Railway companies turn to EU agency to get new trains on tracks
The European Union Agency for Railways (ERA) has overtaken national bodies as the primary authoriser for train vehicles, with a 60% share of all applications for new trains between June 2019 and April 2023.
More than 50,000 vehicles were authorised for service in the EU by the ERA during this period.
Before a new or modified railway vehicle can operate on the European Union (EU) railway network, it must be authorised to ensure it complies with applicable regulations.
The applicant and the other entities involved in the vehicle’s design, manufacture, and validation must also have fulfilled their obligations.
The ERA is “authorising almost twice as many vehicles as all the National Safety Authorities together”, stated Josef Doppelbauer, the executive director of ERA, who called it “a major achievement”.
Previously, only the National Safety Authorities of the country where the vehicle was intended to operate could grant authorisation.
However, in 2016, the EU introduced the 4th Railway Package, which aimed to harmonise rail vehicle authorisation and safety certification across Europe, creating a single European rail area and introducing greater interoperability in the network.
Since 2019, the ERA has the authority to authorise all types of railway vehicles, including locomotives, freight wagons, and passenger wagons.
More and more companies are choosing to obtain “European” authorisation even for vehicles intended for national use.
To date, almost 54% of the authorisations processed by the agency are for rail vehicles operating throughout the EU. 27% of the authorisations are for vehicles that operate in more than one member state, while almost 19% are for vehicles operating in a single member state.
According to ERA, operators prefer to submit their applications with the agency because the process is more streamlined, harmonised, and accessible.
The application can be submitted electronically through a One-Stop Shop, guidance is available from the ERA, and only one application is necessary regardless of the number of countries where the vehicle will operate.
Celebrating vehicle number 50,000
The fifty thousandth vehicle authorised by ERA at the European level was for the National Railway Company of Belgium (SNCB), an AM96 trainset which can operate in two member states: Belgium and France.
To mark this milestone, on Thursday, 27 April, ERA and SNCB organised a joint event in Brussels on Platform 5 of the Belgian capital’s Midi Railway Station.
“Our choice to celebrate this major milestone in Brussels, in one of the major railway stations in Europe, is a powerful metaphor, a symbol of our work and its positive impact, visible on the tracks, bringing added value to European businesses and citizens,” Doppelbauer said during the event.
Train travel remains the most environmentally friendly mode of motorised passenger transport in Europe — regarding greenhouse gas emissions — compared to travelling by car or plane.
A harmonised European rail traffic management system will help to improve the position of rail transport as the backbone of sustainable mobility in Europe, according to Gerd De Vos, executive director of technics at SNCB.
“Rail is the safe, sustainable and comfortable mode of transport par excellence, and crucial to meeting the climate objectives,” he stressed during the event in Brussels. “By delivering vehicle approvals and safety certificates, and by acting as a one-stop shop, ERA contributes to reinforcing passengers’ trust in rail transport.”
Harmonising the rules
Railways in Europe were initially national projects and had different technical specifications from each other, resulting in fragmentation among EU countries.
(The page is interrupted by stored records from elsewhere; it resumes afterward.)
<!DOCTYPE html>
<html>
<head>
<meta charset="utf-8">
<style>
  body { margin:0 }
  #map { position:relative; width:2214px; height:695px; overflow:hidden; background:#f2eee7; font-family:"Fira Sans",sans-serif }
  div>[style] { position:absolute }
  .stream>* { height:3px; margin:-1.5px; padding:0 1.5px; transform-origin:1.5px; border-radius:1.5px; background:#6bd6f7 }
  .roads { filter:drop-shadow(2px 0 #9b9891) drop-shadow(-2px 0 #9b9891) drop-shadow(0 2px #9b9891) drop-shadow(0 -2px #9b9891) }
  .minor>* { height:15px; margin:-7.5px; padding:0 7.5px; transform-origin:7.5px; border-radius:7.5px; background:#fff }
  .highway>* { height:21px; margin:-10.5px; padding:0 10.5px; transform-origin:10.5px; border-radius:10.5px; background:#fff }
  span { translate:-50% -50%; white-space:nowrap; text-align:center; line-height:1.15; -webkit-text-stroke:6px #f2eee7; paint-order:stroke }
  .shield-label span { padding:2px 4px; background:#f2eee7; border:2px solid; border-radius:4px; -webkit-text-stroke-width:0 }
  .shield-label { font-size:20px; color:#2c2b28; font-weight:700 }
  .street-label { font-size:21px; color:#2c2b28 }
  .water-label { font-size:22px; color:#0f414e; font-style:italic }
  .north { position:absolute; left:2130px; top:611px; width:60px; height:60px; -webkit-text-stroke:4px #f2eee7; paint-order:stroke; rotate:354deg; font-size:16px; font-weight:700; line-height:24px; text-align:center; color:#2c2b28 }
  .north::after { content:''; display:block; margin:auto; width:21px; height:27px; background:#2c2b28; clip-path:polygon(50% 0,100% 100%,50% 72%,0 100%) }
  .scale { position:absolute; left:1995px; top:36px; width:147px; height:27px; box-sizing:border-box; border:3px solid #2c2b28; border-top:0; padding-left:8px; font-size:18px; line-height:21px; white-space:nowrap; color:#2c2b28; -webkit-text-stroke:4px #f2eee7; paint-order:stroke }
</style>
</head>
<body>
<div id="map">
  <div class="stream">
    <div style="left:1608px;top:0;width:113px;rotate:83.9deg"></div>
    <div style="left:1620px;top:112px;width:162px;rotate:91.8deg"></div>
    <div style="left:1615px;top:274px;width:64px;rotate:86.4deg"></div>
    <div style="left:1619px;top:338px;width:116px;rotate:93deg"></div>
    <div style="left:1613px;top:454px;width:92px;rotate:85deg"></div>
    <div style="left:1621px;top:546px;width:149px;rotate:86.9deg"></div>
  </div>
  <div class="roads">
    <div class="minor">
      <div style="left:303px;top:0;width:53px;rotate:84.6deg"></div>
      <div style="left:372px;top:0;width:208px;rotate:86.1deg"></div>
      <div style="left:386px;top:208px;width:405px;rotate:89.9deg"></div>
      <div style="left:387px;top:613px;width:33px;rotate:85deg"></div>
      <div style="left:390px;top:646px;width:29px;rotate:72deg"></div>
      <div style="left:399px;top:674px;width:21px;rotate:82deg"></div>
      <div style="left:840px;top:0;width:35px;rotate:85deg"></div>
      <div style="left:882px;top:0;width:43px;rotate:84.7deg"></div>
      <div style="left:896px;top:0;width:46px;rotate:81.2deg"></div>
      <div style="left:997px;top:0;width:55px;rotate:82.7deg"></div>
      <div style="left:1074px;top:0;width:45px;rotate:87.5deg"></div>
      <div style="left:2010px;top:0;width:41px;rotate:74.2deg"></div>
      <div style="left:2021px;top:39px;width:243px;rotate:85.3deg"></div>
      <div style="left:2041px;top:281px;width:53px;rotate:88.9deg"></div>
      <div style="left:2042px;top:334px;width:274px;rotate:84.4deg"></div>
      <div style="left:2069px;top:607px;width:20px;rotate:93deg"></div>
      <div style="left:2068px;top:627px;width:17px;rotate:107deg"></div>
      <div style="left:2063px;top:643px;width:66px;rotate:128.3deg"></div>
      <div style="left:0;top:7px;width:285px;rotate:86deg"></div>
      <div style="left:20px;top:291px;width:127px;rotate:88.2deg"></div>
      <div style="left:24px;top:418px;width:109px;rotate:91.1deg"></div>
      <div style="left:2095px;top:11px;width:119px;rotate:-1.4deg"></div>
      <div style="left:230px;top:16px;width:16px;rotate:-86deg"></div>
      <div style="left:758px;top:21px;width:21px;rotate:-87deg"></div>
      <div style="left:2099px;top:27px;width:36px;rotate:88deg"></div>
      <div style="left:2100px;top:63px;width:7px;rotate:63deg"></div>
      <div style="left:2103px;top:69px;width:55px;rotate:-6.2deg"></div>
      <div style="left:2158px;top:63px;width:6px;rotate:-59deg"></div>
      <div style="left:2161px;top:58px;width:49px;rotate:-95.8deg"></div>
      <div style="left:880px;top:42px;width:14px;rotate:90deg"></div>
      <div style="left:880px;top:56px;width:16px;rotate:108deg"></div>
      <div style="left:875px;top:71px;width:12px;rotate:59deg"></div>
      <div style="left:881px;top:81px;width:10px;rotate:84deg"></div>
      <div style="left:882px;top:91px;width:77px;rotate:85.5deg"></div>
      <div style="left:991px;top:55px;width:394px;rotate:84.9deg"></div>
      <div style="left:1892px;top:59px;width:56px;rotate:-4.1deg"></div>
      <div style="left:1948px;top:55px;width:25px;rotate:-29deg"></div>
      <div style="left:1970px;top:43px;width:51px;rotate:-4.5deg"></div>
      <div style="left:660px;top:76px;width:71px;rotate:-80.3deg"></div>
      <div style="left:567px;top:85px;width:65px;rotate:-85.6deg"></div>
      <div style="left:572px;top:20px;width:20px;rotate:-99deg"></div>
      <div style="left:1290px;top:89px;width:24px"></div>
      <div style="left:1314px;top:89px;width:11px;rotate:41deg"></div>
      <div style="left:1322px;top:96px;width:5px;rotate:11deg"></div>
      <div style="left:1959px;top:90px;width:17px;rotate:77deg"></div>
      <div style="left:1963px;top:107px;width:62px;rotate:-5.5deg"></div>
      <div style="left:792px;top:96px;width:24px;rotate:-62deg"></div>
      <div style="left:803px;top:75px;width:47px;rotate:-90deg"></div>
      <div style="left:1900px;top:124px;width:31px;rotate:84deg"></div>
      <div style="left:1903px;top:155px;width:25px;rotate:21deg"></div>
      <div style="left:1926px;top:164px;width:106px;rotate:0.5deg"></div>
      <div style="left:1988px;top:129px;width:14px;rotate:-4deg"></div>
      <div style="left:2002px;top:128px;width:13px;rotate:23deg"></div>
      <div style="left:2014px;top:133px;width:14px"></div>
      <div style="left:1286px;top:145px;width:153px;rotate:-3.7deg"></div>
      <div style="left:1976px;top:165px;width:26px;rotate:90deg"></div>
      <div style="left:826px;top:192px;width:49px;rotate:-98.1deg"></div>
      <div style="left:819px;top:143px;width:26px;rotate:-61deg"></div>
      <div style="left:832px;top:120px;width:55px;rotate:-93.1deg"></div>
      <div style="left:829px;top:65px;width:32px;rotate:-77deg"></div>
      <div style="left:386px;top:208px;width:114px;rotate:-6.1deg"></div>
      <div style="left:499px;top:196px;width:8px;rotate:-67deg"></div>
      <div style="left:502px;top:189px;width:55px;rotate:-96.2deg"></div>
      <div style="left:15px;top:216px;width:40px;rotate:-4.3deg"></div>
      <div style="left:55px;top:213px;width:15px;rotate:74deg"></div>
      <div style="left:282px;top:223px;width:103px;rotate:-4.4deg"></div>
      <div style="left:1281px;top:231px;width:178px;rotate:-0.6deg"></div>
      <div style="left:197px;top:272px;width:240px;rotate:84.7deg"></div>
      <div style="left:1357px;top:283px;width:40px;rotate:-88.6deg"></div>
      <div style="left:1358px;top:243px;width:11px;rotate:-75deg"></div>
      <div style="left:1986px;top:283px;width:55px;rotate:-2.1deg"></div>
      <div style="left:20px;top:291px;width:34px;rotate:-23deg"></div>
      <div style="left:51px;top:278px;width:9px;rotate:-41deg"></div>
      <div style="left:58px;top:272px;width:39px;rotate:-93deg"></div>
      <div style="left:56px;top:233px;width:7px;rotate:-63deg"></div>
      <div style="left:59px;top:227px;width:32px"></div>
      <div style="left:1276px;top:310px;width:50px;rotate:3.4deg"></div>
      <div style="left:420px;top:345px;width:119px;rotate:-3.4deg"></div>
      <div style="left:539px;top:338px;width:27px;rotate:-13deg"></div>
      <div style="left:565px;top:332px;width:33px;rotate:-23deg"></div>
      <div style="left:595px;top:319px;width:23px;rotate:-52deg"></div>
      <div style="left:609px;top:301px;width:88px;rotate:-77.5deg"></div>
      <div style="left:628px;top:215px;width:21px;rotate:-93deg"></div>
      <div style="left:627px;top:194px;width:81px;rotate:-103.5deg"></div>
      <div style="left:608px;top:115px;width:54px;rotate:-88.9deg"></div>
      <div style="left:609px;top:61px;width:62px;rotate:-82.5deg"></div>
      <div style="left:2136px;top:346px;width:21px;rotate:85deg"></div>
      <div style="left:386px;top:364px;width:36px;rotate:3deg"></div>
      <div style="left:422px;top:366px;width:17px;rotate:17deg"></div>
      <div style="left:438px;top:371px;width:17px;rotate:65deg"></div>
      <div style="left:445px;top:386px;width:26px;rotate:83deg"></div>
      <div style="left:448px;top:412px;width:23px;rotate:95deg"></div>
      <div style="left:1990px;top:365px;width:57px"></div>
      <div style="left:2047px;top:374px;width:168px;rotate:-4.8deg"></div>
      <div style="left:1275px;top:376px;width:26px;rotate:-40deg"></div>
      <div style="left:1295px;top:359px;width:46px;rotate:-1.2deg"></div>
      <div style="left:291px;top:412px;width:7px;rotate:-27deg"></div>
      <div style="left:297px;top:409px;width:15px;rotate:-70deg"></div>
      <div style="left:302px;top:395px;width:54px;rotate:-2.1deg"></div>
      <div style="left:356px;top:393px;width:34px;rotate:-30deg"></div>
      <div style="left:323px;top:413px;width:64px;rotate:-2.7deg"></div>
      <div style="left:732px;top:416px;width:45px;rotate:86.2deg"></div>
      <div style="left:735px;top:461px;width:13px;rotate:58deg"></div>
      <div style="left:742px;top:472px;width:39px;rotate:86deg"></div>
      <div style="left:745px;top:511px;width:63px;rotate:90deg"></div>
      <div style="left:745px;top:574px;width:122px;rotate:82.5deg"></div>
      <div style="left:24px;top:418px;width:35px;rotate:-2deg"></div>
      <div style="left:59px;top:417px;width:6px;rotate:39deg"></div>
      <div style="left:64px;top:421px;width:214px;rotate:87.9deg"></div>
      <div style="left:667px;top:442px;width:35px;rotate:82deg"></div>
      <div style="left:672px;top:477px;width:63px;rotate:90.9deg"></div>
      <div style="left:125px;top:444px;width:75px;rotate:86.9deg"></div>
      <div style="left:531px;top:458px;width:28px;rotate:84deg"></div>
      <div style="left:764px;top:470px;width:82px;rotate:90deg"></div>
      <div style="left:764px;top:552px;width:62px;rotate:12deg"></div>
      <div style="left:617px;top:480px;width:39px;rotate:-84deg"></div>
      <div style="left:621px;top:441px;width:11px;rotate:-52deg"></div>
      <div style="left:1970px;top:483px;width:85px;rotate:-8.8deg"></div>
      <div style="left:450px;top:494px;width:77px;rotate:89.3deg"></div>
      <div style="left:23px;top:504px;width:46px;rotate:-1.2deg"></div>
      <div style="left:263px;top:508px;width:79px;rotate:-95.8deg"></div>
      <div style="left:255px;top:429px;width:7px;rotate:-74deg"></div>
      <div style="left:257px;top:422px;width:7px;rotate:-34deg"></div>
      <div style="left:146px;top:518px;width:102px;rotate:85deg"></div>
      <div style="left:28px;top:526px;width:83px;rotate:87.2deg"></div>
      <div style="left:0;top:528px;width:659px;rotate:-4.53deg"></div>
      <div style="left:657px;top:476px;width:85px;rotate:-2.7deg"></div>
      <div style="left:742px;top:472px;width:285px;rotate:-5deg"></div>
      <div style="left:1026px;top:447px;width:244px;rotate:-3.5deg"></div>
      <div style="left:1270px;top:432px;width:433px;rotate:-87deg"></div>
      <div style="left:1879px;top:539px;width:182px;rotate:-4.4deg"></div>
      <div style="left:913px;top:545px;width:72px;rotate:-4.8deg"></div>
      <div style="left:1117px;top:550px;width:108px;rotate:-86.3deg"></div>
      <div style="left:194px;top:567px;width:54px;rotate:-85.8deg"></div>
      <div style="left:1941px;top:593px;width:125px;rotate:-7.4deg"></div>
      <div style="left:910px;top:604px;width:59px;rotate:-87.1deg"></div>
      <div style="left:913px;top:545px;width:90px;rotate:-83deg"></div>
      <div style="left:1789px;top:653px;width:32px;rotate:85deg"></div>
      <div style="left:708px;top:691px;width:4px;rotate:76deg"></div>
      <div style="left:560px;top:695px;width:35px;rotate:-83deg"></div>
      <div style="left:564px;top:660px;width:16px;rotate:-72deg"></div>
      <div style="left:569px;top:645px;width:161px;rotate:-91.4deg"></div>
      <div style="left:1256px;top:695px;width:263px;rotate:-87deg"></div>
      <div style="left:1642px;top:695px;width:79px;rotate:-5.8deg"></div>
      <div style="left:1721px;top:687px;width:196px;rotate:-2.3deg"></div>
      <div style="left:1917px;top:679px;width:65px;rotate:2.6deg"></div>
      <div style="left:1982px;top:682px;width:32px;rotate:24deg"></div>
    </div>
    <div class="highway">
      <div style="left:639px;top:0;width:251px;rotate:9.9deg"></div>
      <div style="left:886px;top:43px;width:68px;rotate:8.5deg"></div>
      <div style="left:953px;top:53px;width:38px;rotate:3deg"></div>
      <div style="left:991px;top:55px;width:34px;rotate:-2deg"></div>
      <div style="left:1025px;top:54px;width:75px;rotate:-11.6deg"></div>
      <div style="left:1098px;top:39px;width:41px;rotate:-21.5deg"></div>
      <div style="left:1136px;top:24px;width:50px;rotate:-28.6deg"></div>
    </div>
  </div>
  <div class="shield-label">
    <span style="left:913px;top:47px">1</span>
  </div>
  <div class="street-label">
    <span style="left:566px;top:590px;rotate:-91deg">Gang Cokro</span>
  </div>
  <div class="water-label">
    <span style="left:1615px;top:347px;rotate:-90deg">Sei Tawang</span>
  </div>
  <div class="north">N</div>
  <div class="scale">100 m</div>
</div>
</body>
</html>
However, decision-makers are now taking steps towards harmonising the market.
The ERA, as rail authority, is also tasked with reducing national rules and creating an integrated package of Technical Specifications for Interoperability (TSIs) to further aid in market harmonisation.
Gradually, national rules are being replaced with regulations based on Common Safety Methods and TSIs, which are set as common standards.
From 14 thousand national rules in 2016, today around 600 remain, Doppelbauer explained.
“This is a massive reduction,” he stressed.
However, “there is still a long way to go because you have many other issues,” Doppelbauer added, mentioning the differences in language, operational rules and safety rules among countries.
“We have made tremendous progress, but we still have a lot of work ahead of us. But I would like to use a metaphor: the train has started to roll, and it is very difficult to stop this train now. So we will get there,” he said.